# [Required work]
Print all the data below exactly, without images.

# [Extracted material]

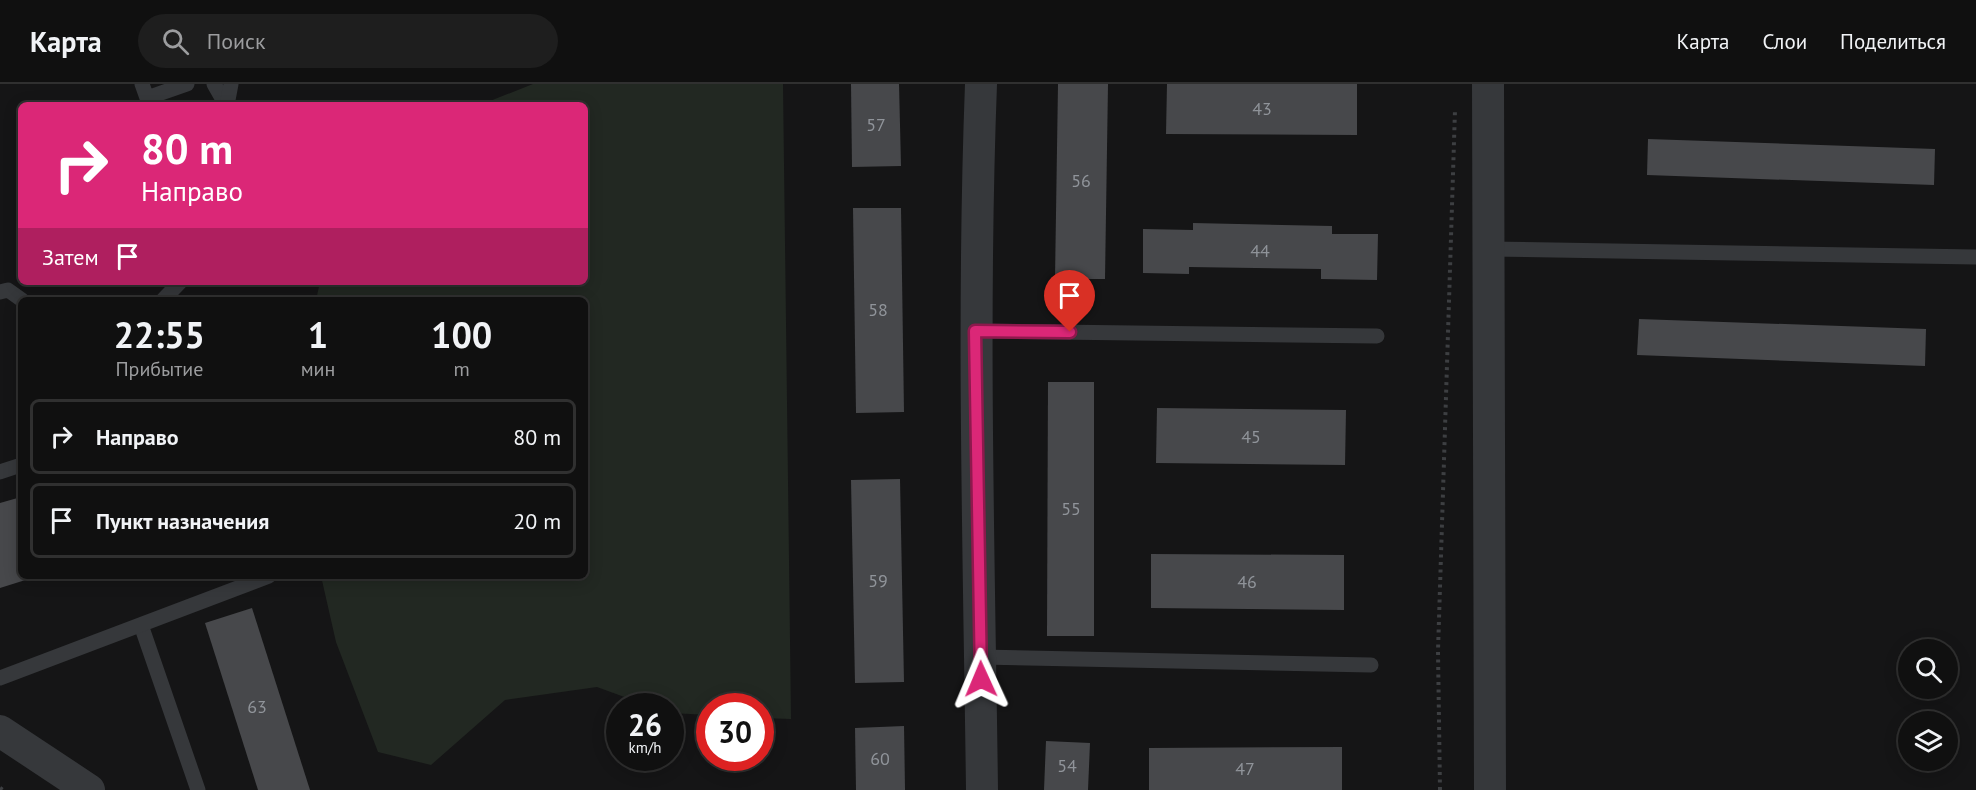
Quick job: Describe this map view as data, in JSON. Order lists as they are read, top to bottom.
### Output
{
  "house_numbers": [
    "43",
    "57",
    "56",
    "44",
    "58",
    "45",
    "55",
    "59",
    "46",
    "63",
    "60",
    "54",
    "47"
  ],
  "page": {
    "header": "Карта",
    "search": "Поиск",
    "nav": ["Карта", "Слои", "Поделиться"],
    "turn": ["80 m", "Направо"],
    "then": "Затем",
    "eta": [
      "22:55",
      "Прибытие",
      "1",
      "мин",
      "100",
      "m"
    ],
    "list": [
      {
        "name": "Направо",
        "value": "80 m"
      },
      {
        "name": "Пункт назначения",
        "value": "20 m"
      }
    ],
    "speed": "26 km/h",
    "limit": "30"
  }
}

# [Solution for this problem]
Quick job: Describe this map view as data, in JSON. Order lists as they are read, top to bottom.
### Output
{
  "house_numbers": [
    "43",
    "57",
    "56",
    "44",
    "58",
    "45",
    "55",
    "59",
    "46",
    "63",
    "60",
    "54",
    "47"
  ],
  "page": {
    "header": "Карта",
    "search": "Поиск",
    "nav": ["Карта", "Слои", "Поделиться"],
    "turn": ["80 m", "Направо"],
    "then": "Затем",
    "eta": [
      "22:55",
      "Прибытие",
      "1",
      "мин",
      "100",
      "m"
    ],
    "list": [
      {
        "name": "Направо",
        "value": "80 m"
      },
      {
        "name": "Пункт назначения",
        "value": "20 m"
      }
    ],
    "speed": "26 km/h",
    "limit": "30"
  }
}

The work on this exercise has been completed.